Shoah, la memoria come antidoto

Per far memoria l’immaginazione è essenziale. Un ricordo viene rievocato tramite immagini. Ma come si fa a fare memoria di ciò che non si è vissuto direttamente? Anche in questo caso serve l’immaginazione. La differenza sta nel fatto che, in più, bisogna fare lo sforzo di immedesimarsi in ciò che altri hanno vissuto, mentre ce ne rendono partecipi. In altre parole, è necessaria la disponibilità di immaginare a partire dall’ascolto di una storia non nostra.
Questo sforzo immaginativo è l’unico che può aiutare a far memoria della Shoah grazie allo studio della sua storia. Vorrei, perciò, fare un esempio concreto di questo sforzo. Oggigiorno quando un insegnante entra in aula apre il registro elettronico e fa l’appello. Normalmente, nel chiamare ogni alunno per cognome e nome, lo saluta e gli chiede come sta, o come si sente, manifestando un minimo di interesse verso la sua presenza.
Sembra qualcosa di poco conto. Ciò nonostante, proviamo ora ad immaginare di ritornare ai primi di settembre del 1938, all’inizio di quell’anno scolastico. Siamo insegnanti, entriamo nelle aule e alcune circolari ministeriali ci obbligano, mentre facciamo l’appello, a verificare chi fra i nostri studenti sia ebreo o presumibilmente tale, secondo arbitrari criteri stabiliti dal regime. Una volta fatta questa verifica, abbiamo l’obbligo, come funzionari pubblici, di denunciare al ministero dell’Istruzione questi nostri alunni e mandarli a casa. Pena: rischiare ritorsioni violente su di noi o sulle nostre famiglie.
Non è difficile comprendere che il modo di fare l’appello di oggi è decisamente migliore e più umano di quello dei colleghi del 1938. Non serve molta immaginazione. Ma, di questo, dovrebbero rendersene conto soprattutto gli studenti che, presenti in aula oggi, rievocano il Fascismo con nostalgia ed entusiasmo, senza porsi troppe remore al riguardo. Infatti, alcuni di essi si stanno convincendo che si può anche tornare a pestare un giovane insegnate per riaffermare la bontà degli «ideali» fascisti.
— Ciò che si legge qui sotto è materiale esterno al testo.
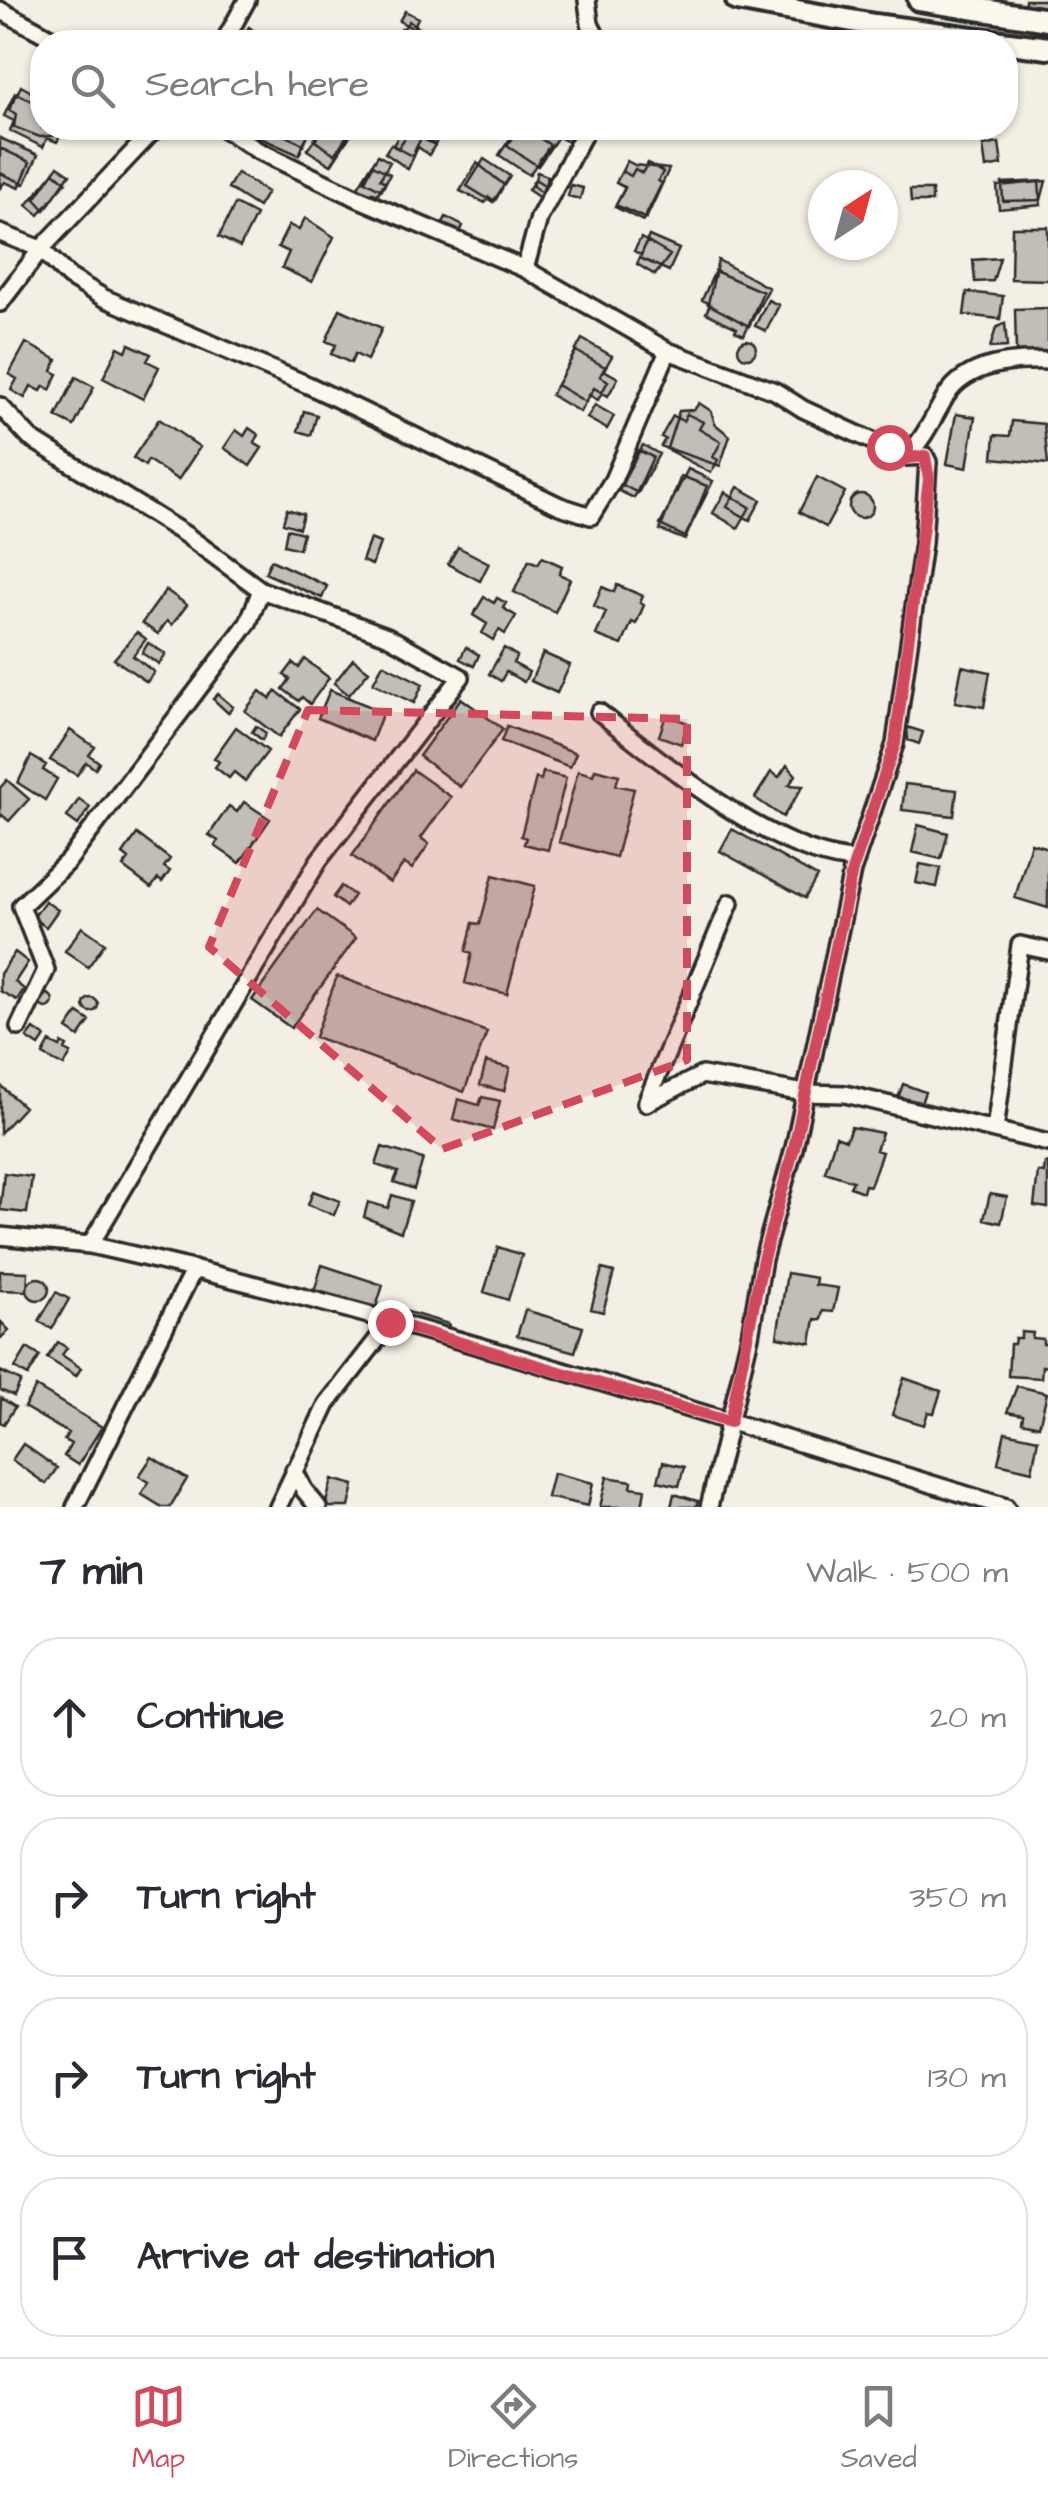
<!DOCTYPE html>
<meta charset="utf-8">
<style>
body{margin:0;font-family:"Architects Daughter",sans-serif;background:#f7f7f7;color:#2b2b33}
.compass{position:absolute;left:808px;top:170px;width:90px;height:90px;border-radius:50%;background:#fff;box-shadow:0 2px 8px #0004;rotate:36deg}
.stop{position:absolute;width:30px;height:30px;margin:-22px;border:8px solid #d1495b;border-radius:50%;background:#fff}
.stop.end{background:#d1495b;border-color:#fff;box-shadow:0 2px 10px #0008}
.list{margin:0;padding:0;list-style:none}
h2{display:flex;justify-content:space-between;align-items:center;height:130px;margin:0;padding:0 40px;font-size:42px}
h2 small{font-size:32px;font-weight:400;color:#7c7c81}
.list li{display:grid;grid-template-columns:65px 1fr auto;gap:30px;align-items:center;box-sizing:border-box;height:160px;margin:0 20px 20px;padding:0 20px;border:2px solid #e1e1e2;border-radius:40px}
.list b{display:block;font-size:38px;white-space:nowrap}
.list em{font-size:32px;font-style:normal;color:#7c7c81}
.icon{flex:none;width:55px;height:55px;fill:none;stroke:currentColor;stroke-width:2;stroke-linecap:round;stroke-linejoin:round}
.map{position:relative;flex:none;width:1048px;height:1507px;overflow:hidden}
.search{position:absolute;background:#fff;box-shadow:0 2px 8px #0004;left:30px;right:30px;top:30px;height:110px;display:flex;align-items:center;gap:25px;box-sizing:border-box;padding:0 35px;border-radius:40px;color:#7c7c81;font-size:38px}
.sheet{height:850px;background:#fff}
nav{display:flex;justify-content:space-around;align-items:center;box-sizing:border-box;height:140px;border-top:2px solid #e1e1e2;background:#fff;font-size:28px;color:#7c7c81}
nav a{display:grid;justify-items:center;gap:5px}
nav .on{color:#d1495b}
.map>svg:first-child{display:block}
</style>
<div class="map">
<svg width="1048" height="1507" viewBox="0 0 1048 1507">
<rect width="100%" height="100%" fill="#f3efe4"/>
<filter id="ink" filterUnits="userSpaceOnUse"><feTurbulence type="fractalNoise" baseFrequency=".01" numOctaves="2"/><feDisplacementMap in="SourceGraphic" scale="20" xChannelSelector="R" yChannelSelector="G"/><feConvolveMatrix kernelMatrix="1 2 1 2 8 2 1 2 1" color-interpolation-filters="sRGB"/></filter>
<g filter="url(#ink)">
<path fill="#c0beb6" stroke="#2b2b2b" stroke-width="2.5" d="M1025 0H1048V11L1024 9Z
M405 11 418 18 413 28 399 21Z
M409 21 426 34 420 42H394Z
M249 27 267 41 266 42H237Z
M402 28 423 42H391Z
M21 86 42 98V128H64L60 135 40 137 14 127 16 114 9 110Z
M15 93 35 102 37 98 42 101V128H64L57 142 47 138 43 147 10 131 14 121 4 116Z
M238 128H304L310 130 299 155Z
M269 128H311L303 144Z
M322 128H355L331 165 307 150Z
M323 128H352L335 154 315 141Z
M411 128H439L442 129 435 145 421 138 412 156 393 146 400 132 407 135Z
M506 128H525L550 145 529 175 499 155 514 133Z
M515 128H541L557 138 538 166 507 146 518 130Z
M564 128 575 129 568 142 559 137Z
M411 129 435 145 429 155 418 147 408 169 385 153 391 144 398 148Z
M0 138 38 155 25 184 0 173Z
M999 143 1002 165 986 168 983 146Z
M0 148 30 162 19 188 5 182 0 188Z
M378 155 390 162 380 179 385 182 377 195 372 192 370 195 358 187Z
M484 159 510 176 493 202 467 186Z
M627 161 635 165 669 169 646 219 616 205 625 187 616 183Z
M477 163 504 185 495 201 489 197 485 203 460 191Z
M648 163 663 172 658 181 662 183 643 221 615 207 625 188 616 183 622 171 631 176 635 169 642 173Z
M373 165 390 174 382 190 365 181Z
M58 166 70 174 45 210 35 199Z
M54 172 66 182 39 215 27 205Z
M537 172 548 176 542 193 533 186Z
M237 173 267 192 258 207 228 188Z
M535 179 547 187 540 198 528 190Z
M1046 181 1041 200 1003 201 1002 183Z
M1039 182 1041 205 999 209 997 186Z
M571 185 583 188 580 199 568 196Z
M910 190H932V202H911Z
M235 204 256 215 240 247 219 237Z
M446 217 463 226 459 234 442 225Z
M305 218 334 237 312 282 282 268 289 252 278 247 289 225 299 230Z
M1012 227H1048V280L1011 279Z
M649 236 679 249 669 271 640 258Z
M641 238 670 255 655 275 637 264 641 255 634 251Z
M1000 258 993 281 975 282 973 260Z
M718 260 769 288 749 326 708 304Z
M715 271 763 292 744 335 735 331 737 328 706 313 710 304 702 300Z
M967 292 1003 296 1000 319 964 315Z
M768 300 779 305 766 331 755 326Z
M1048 308V352H1016L1015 309Z
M340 309 382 328 367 360 355 354 351 363 331 354 336 345 326 341Z
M1005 323 1007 347 990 348 996 328Z
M582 339 612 356 604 370 618 378 608 396 594 388 586 402 557 385Z
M738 349a9 9 0 1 1 18 0a9 9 0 1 1-18 0Z
M26 343 57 360 52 371 58 374 50 390 44 386 41 391 31 386 25 398 11 390 17 379 9 374Z
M129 344 151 354 147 361 159 367 143 399 103 378 118 347 126 351Z
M576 351 605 367 600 376 608 381 598 400 589 395 580 412 551 395Z
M76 377 94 387 74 426 56 417Z
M699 403 711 411 715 424 730 436 720 466 667 448 679 411 694 410Z
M595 405 614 416 607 429 587 418Z
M304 411 317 415 311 435 298 431Z
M687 414 703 422 699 429 721 442 713 457 718 460 711 473 661 446 665 439 661 437 673 416 683 421Z
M956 414 975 417 967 468 947 464Z
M159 419 200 447 178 480 148 460 145 466 133 458Z
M1012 421 1044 424 1048 464 993 458 995 435 1010 436Z
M249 428 259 435 254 443 262 448 250 466 224 448 236 430 244 436Z
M643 445 659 454 638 493 621 484Z
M638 450 653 457 634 498 619 491Z
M688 469 713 481 685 537 660 525Z
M681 476 707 486 685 540 660 530Z
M817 477 845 492 826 527 799 512Z
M738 487 761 500 750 520 727 507Z
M725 492 750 507 738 528 713 513Z
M849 506a12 12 0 1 1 24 0a12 12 0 1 1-24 0Z
M287 509 303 514 299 528 283 523Z
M287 529 303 533 299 549 284 545Z
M370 539 380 543 372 565 362 561Z
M458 547 489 563 480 581 448 564Z
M542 557 562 566 559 574 570 579 555 612 514 592 529 560 538 564Z
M271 560 327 586 322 598 265 573Z
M617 585 643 596 640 603 644 605 636 624 632 622 622 645 596 635 606 612 594 606 602 587 614 592Z
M166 590 187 605 172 625 167 621 158 634 142 623Z
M484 597 494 603 497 598 506 603 503 608 516 616 505 634 499 630 493 640 482 633 487 624 473 615Z
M137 632 146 639 133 656 154 672 147 682 114 659Z
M148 643 166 654 159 664 142 653Z
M466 647 479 655 474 666 460 659Z
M504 648 517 656 513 663 529 672 524 682 506 672 501 681 489 674Z
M543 653 570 665 557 693 531 681Z
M305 659 329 678 310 704 302 697 299 701 283 689 290 679 284 675 293 663 299 668Z
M353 659 369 671 349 695 334 683Z
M383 664 423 684 414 703 373 683Z
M962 666 990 672 984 707 955 702Z
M330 690 383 712 372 741 318 718Z
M260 691 270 699 276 691 300 709 279 737 245 711Z
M218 694 233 707 228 713 213 699Z
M461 698 503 729 460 787 419 756Z
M666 715 688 723 681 744 659 736Z
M256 726 266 733 262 740 252 732Z
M507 726 576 753 570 767 501 741Z
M236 727 268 751 245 781 234 772 229 778 215 767 219 762 214 758Z
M907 727 923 732 919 744 908 740Z
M70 730 95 747 89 755 99 762 95 769 86 762 77 775 50 760Z
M31 756 46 765 43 770 57 779 45 800 18 783Z
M787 765 796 775 789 785 803 786 783 817 755 798 771 772 779 777Z
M595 769 619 775 616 785 634 789 616 857 559 842 578 771 593 775Z
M413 770 451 797 421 838 429 844 412 869 404 863 390 883 352 856Z
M543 772 566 778 548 850 524 844 526 838 521 836 536 778 541 780Z
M7 780 29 799 9 821 2 815 0 817V788Z
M905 784 957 790 954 816 902 810Z
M79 799 90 807 78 825 67 817Z
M244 802 270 819 240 863 215 846 218 841 209 835 229 806 237 812Z
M918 825 948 833 941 859 912 852Z
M732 829 817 877 805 898 720 851Z
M137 834 170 859 164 867 170 871 162 882 158 879 151 888 123 867 129 859 123 854Z
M1031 843 1048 848V908L1015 898Z
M920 864 941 868 937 887 916 883Z
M493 875 535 886 507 994 465 983 472 953 466 951 473 923 480 924Z
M341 886 354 895 346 907 333 897Z
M45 901 58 910 46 927 33 918Z
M317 910 356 938 291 1028 252 1000Z
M82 927 105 943 88 967 65 951Z
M15 952 28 962 15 982 24 989 17 1000 0 991V974Z
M337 976 487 1032 464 1092 315 1037Z
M39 1001a7 7 0 1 1 14 0a7 7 0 1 1-14 0Z
M84 1005a7 7 0 1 1 14 0a7 7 0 1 1-14 0Z
M78 1013 90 1021 79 1037 67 1029Z
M34 1029 45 1037 39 1046 27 1038Z
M50 1042 60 1047 62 1043 67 1046 65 1050 71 1053 64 1066 43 1055Z
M486 1062 510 1068 504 1091 480 1085Z
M903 1084 925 1092 920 1106 898 1098Z
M0 1085 24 1107 0 1133Z
M482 1097 500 1101 493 1130 453 1119 458 1099 479 1105Z
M851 1127 882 1133 876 1150 882 1152 870 1186 865 1185 863 1192 850 1187 853 1181 825 1172 836 1136 846 1140Z
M382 1147 423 1159 414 1189 394 1182 398 1172 376 1165Z
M1045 1163H1048V1208L1034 1206 1038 1172 1044 1173Z
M4 1173 32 1177 27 1213 0 1210Z
M313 1191 340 1201 334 1215 308 1205Z
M990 1194 1007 1197 1001 1223 984 1219Z
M392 1195 411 1201 401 1232 364 1217 368 1202 388 1208Z
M498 1247 522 1255 508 1300 484 1292Z
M322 1265 383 1285 374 1314 313 1295Z
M602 1269 614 1272 603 1312 591 1309Z
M0 1271 28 1272 27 1291 0 1290Z
M787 1273 816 1278 815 1285 838 1288 833 1312 823 1311 821 1320 815 1319 811 1343 777 1337Z
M27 1289a11 11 0 1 1 22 0a11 11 0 1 1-22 0Z
M56 1292 69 1299 52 1329 39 1321Z
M384 1305 449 1324 447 1333 381 1314Z
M525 1310 583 1327 575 1352 517 1336Z
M1 1322 9 1330 1 1338 0 1337Z
M1021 1332 1033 1333 1032 1338 1043 1339V1344H1048V1367L1042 1366 1041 1378 1008 1376 1010 1344H1014L1015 1338H1021Z
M58 1342 67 1348 62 1355 81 1368 76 1376 47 1358Z
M27 1348 40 1356 28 1376 15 1368Z
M0 1371 21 1381 14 1396 0 1390Z
M904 1378 941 1391 934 1413 928 1412 924 1425 892 1415Z
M1017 1386 1047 1393 1039 1426 1022 1422 1023 1415 1007 1412Z
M36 1387 102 1427 78 1465 64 1456 71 1444 64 1440 68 1433 24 1407Z
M1 1398 15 1407 4 1424 0 1422Z
M1005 1432 1038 1439 1032 1471 998 1463Z
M23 1444 57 1468 46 1484 12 1460Z
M152 1457 187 1479 170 1507H162L141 1494 149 1482 139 1476Z
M663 1462 684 1467 679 1486 658 1481Z
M553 1473 593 1483 588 1506 547 1497Z
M607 1477 632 1481 631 1487 645 1489 642 1507H600Z
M332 1479 354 1485 349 1507H325Z
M674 1494 698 1501 696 1507H671Z"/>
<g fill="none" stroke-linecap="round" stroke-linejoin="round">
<defs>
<path id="minor" d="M587 0 590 24 599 42
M0 10 59 42
M224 42 247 0
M223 128 257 150 357 198 525 269 668 351 775 391 803 409 907 457 925 456 928 462 923 543 895 744 852 871 794 1148 763 1259 750 1336 709 1507
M0 233 41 249 69 277 104 298 308 385 560 506 591 516 613 480 668 351
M525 269 539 218 587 128
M0 303 41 249 156 128
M0 406 30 438 186 535 261 590 387 636 461 677 319 860 90 1245C399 1314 703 1414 1006 1507
M907 457C924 438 933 418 946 396 967 363 1012 360 1048 361
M599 712C662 762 776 857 856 860
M730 903 646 1103 702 1075 805 1093 845 1094 1048 1143
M19 1027 46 970 21 906 68 861 248 623 261 590
M995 1130 1020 945 1048 951
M0 1236 90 1245
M294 1470 304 1490 318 1507
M75 1507 194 1269
M278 1507 327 1404 390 1323"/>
<path id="tertiary" d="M737 0 874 25 1048 48
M919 0 1048 20"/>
</defs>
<use href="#minor" stroke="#2b2b2b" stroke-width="22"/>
<use href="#tertiary" stroke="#2b2b2b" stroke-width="28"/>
<use href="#minor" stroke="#fbf7ec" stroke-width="15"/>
<use href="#tertiary" stroke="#fbf7ec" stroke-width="20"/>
</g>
</g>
<g fill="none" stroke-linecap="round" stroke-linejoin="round" filter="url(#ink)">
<path stroke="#d1495b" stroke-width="12" d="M390 1322 730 1422 763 1259 794 1148 852 871 895 744 929 479 925 456 907 458 889 447"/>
</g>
<path fill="#d1495b" fill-opacity="0.2" stroke="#d1495b" stroke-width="8" stroke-dasharray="20 12" stroke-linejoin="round" d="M308 710 687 719V1060L442 1149 209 947Z"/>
</svg>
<svg class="compass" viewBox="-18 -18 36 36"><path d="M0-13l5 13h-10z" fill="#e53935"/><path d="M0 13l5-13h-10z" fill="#7c7c81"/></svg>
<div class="stop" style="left:889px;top:447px"></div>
<div class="stop end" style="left:390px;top:1322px"></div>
<div class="search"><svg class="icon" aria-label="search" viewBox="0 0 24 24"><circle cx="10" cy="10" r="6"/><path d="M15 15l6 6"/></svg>Search here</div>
</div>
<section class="sheet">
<h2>7 min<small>Walk · 500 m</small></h2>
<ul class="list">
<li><svg class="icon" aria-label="ahead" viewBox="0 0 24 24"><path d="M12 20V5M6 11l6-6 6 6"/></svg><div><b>Continue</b></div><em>20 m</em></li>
<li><svg class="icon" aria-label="right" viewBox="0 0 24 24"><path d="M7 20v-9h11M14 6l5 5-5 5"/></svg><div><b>Turn right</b></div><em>350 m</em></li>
<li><svg class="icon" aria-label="right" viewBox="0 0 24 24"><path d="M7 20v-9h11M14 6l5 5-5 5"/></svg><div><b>Turn right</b></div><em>130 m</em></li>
<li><svg class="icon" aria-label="arrive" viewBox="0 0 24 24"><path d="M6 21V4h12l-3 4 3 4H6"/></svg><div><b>Arrive at destination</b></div></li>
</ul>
</section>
<nav>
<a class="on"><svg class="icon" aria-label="map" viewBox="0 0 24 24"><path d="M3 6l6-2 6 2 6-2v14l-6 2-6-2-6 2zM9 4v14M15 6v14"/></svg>Map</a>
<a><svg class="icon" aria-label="directions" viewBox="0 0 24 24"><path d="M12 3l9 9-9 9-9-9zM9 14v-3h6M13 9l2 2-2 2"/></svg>Directions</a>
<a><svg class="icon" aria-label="saved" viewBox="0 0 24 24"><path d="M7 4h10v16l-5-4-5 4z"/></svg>Saved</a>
</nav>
Difficilmente, si può spiegare in altro modo ciò che è accaduto al povero collega dell’Antonietti di Iseo all’inizio di quest’anno solare, malmenato da alcuni ex-studenti nostalgici del duce.
Sembra che alcuni studenti non percepiscano la fortuna di vivere in una scuola democratica, in cui noi insegnanti cerchiamo di educarli con pazienza e non di denunciarli per apologia di Fascismo ogni volta che inneggiano a ciò che non hanno vissuto. Certamente, anche in questo caso è di aiuto rinfrescare loro la memoria, ovvero aiutarli ad immaginare che la forza dell’istruzione è altra e contraria a quella dell’intimidazione, della minaccia e della violenza.